:: Your instructions ::
Go through the following listing and count each line that contains the string "Start"; the answer is that number alone.

:: Stored data ::
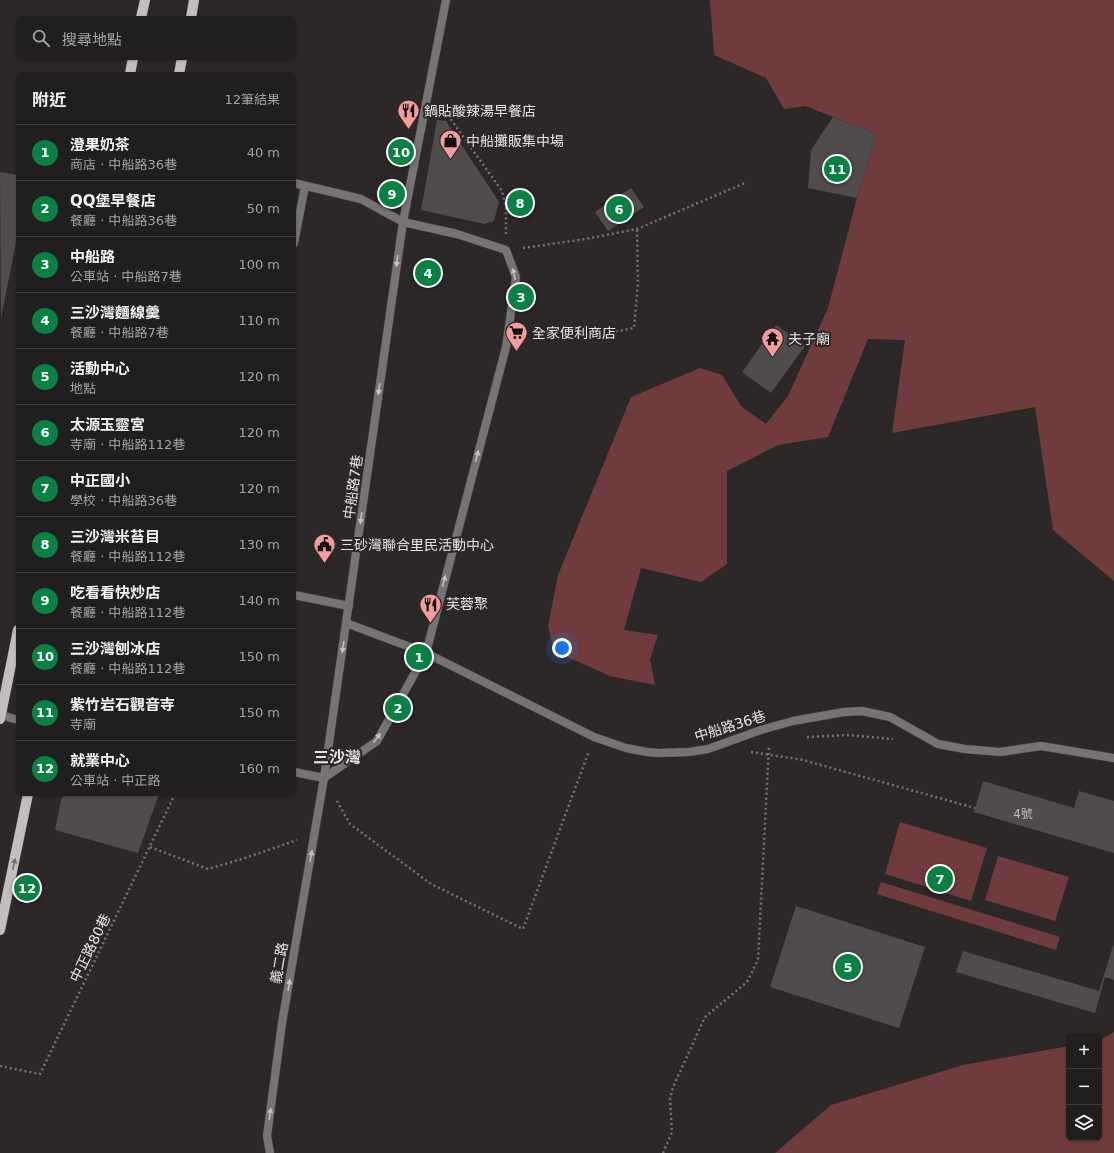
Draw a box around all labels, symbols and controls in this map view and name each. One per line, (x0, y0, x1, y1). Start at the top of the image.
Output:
search box (16, 16, 296, 60)
icon: search (30, 27, 52, 49)
text: 搜尋地點 (62, 31, 122, 49)
text: 附近 (32, 90, 66, 110)
text: 12筆結果 (224, 92, 280, 107)
restaurant icon: 鍋貼酸辣湯早餐店 (396, 98, 422, 131)
place label: 鍋貼酸辣湯早餐店 (424, 103, 536, 119)
shop icon: 中船攤販集中場 (438, 128, 464, 161)
place label: 中船攤販集中場 (466, 133, 564, 149)
text: 澄果奶茶 (70, 136, 130, 154)
pin: 10 (388, 137, 414, 167)
text: 1 (40, 145, 50, 160)
text: 40 m (247, 145, 280, 160)
pin: 11 (824, 154, 850, 184)
text: 商店 · 中船路36巷 (70, 157, 177, 172)
pin: 9 (379, 179, 405, 209)
pin: 8 (507, 188, 533, 218)
text: QQ堡早餐店 (70, 192, 156, 210)
pin: 6 (606, 194, 632, 224)
text: 2 (40, 201, 50, 216)
text: 50 m (247, 201, 280, 216)
text: 餐廳 · 中船路36巷 (70, 213, 177, 228)
text: 中船路 (70, 248, 115, 266)
one-way arrow (394, 255, 400, 267)
text: 3 (40, 257, 50, 272)
text: 100 m (238, 257, 280, 272)
pin: 4 (415, 258, 441, 288)
one-way arrow (510, 268, 516, 281)
text: 公車站 · 中船路7巷 (70, 269, 182, 284)
pin: 3 (508, 282, 534, 312)
text: 三沙灣麵線羹 (70, 304, 160, 322)
text: 4 (40, 313, 50, 328)
text: 110 m (238, 313, 280, 328)
supermarket icon: 全家便利商店 (504, 320, 530, 353)
text: 餐廳 · 中船路7巷 (70, 325, 169, 340)
place label: 全家便利商店 (532, 325, 616, 341)
temple icon: 夫子廟 (760, 326, 786, 359)
place label: 夫子廟 (788, 331, 830, 347)
text: 活動中心 (70, 360, 130, 378)
text: 5 (40, 369, 50, 384)
text: 120 m (238, 369, 280, 384)
text: 地點 (70, 381, 96, 396)
one-way arrow (376, 383, 382, 396)
text: 太源玉靈宮 (70, 416, 145, 434)
text: 6 (40, 425, 50, 440)
text: 120 m (238, 425, 280, 440)
text: 寺廟 · 中船路112巷 (70, 437, 185, 452)
one-way arrow (475, 450, 481, 462)
street label: 中船路7巷 (341, 454, 365, 520)
text: 中正國小 (70, 472, 130, 490)
text: 7 (40, 481, 50, 496)
text: 120 m (238, 481, 280, 496)
text: 學校 · 中船路36巷 (70, 493, 177, 508)
one-way arrow (358, 512, 364, 524)
text: 三沙灣米苔目 (70, 528, 160, 546)
public building icon: 三砂灣聯合里民活動中心 (311, 532, 337, 565)
text: 8 (40, 537, 50, 552)
text: 130 m (238, 537, 280, 552)
place label: 三砂灣聯合里民活動中心 (340, 537, 494, 553)
text: 餐廳 · 中船路112巷 (70, 549, 185, 564)
one-way arrow (442, 575, 448, 588)
text: 吃看看快炒店 (70, 584, 160, 602)
restaurant icon: 芙蓉聚 (417, 591, 443, 624)
text: 9 (40, 593, 50, 608)
text: 140 m (238, 593, 280, 608)
place label: 芙蓉聚 (446, 596, 488, 612)
text: 餐廳 · 中船路112巷 (70, 605, 185, 620)
your location (552, 638, 572, 658)
text: 三沙灣刨冰店 (70, 640, 160, 658)
one-way arrow (340, 641, 346, 653)
pin: 1 (406, 642, 432, 672)
text: 10 (36, 649, 54, 664)
text: 150 m (238, 649, 280, 664)
text: 餐廳 · 中船路112巷 (70, 661, 185, 676)
pin: 2 (385, 693, 411, 723)
text: 紫竹岩石觀音寺 (70, 696, 175, 714)
text: 11 (36, 705, 54, 720)
text: 150 m (238, 705, 280, 720)
street label: 中船路36巷 (692, 708, 768, 744)
text: 寺廟 (70, 717, 96, 732)
one-way arrow (373, 733, 381, 744)
district label: 三沙灣 (313, 748, 361, 767)
text: 就業中心 (70, 752, 130, 770)
text: 12 (36, 761, 54, 776)
text: 160 m (238, 761, 280, 776)
text: 公車站 · 中正路 (70, 773, 160, 788)
house number: 4號 (1013, 807, 1033, 821)
one-way arrow (308, 850, 314, 863)
one-way arrow (11, 858, 17, 870)
pin: 7 (927, 864, 953, 894)
pin: 12 (14, 873, 40, 903)
street label: 中正路80巷 (67, 911, 113, 985)
street label: 義二路 (267, 941, 291, 985)
pin: 5 (835, 952, 861, 982)
one-way arrow (286, 978, 292, 991)
map controls (1066, 1033, 1102, 1141)
button: + (1066, 1033, 1102, 1069)
button: − (1066, 1069, 1102, 1105)
button: layers (1066, 1105, 1102, 1141)
one-way arrow (267, 1108, 273, 1121)

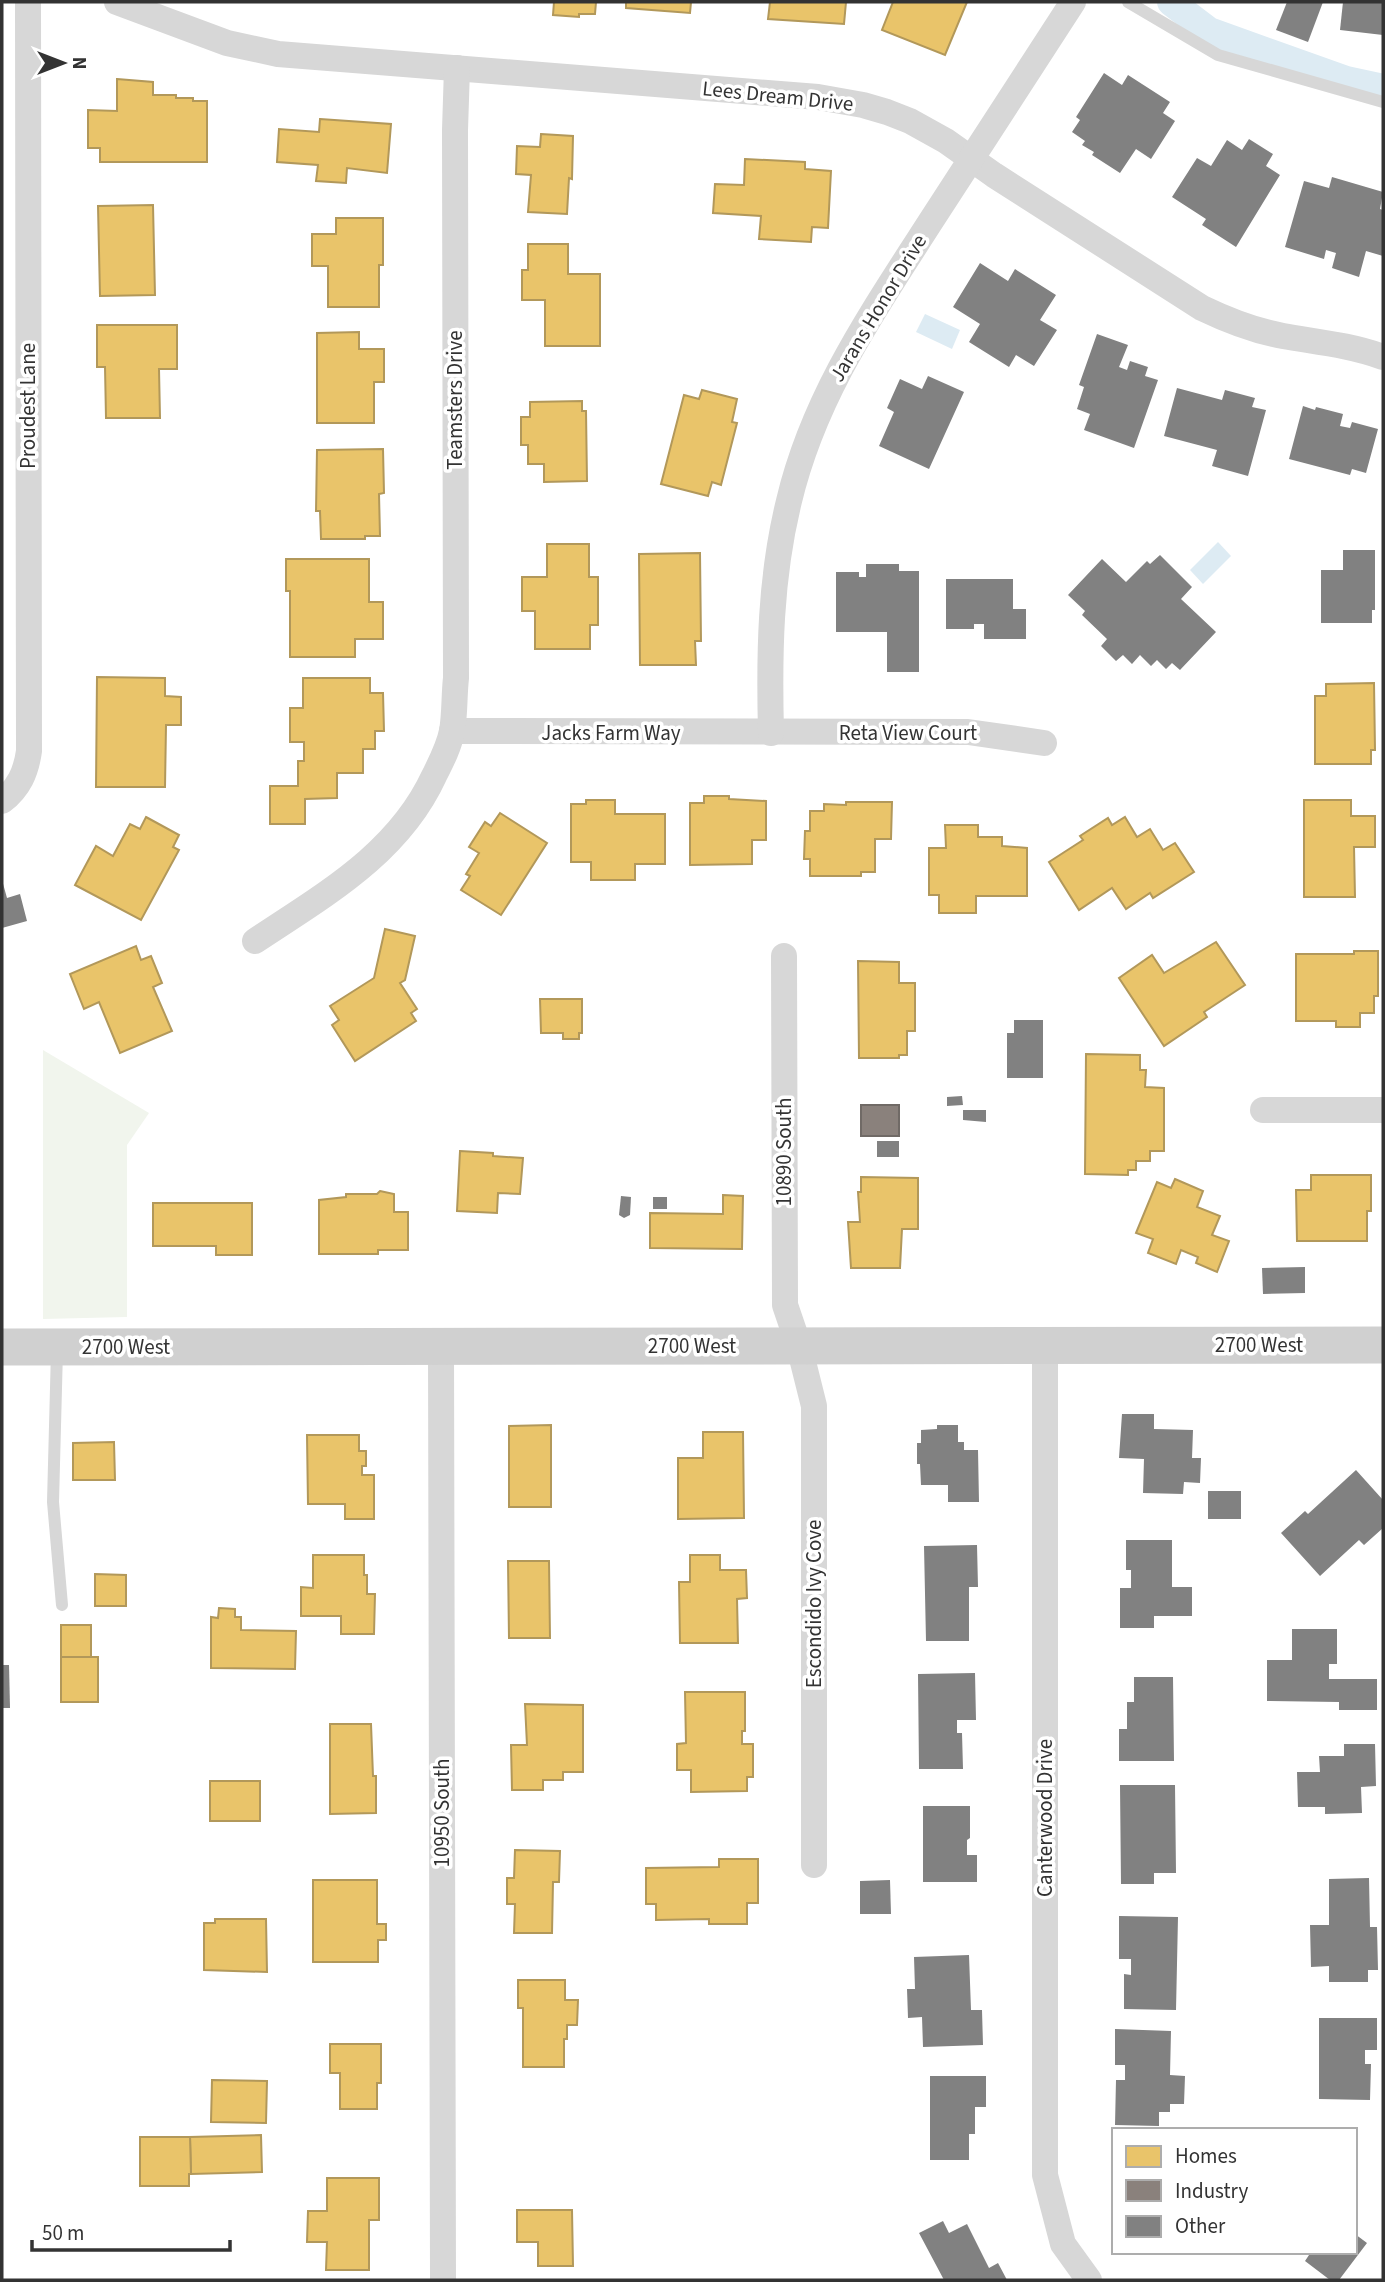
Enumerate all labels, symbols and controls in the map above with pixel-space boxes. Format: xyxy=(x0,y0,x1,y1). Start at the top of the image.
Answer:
north arrow xyxy=(28,28,98,98)
text: N xyxy=(65,57,92,69)
street label: Lees Dream Drive xyxy=(701,73,855,119)
street label: Jarans Honor Drive xyxy=(822,229,934,387)
street label: Teamsters Drive xyxy=(440,330,470,470)
street label: Proudest Lane xyxy=(13,343,43,469)
street label: Jacks Farm Way xyxy=(541,718,681,748)
street label: Reta View Court xyxy=(839,718,977,748)
street label: 10890 South xyxy=(769,1098,799,1206)
street label: 2700 West xyxy=(1215,1330,1303,1360)
street label: 2700 West xyxy=(648,1331,736,1361)
street label: 2700 West xyxy=(82,1332,170,1362)
street label: Escondido Ivy Cove xyxy=(799,1520,829,1688)
street label: Canterwood Drive xyxy=(1030,1739,1060,1897)
street label: 10950 South xyxy=(427,1759,457,1867)
legend xyxy=(1112,2128,1357,2254)
text: Homes xyxy=(1175,2141,1237,2171)
text: Industry xyxy=(1175,2176,1248,2206)
scale bar xyxy=(32,2208,229,2252)
text: Other xyxy=(1175,2211,1226,2241)
text: 50 m xyxy=(42,2218,84,2248)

:: Exercise solution ::
2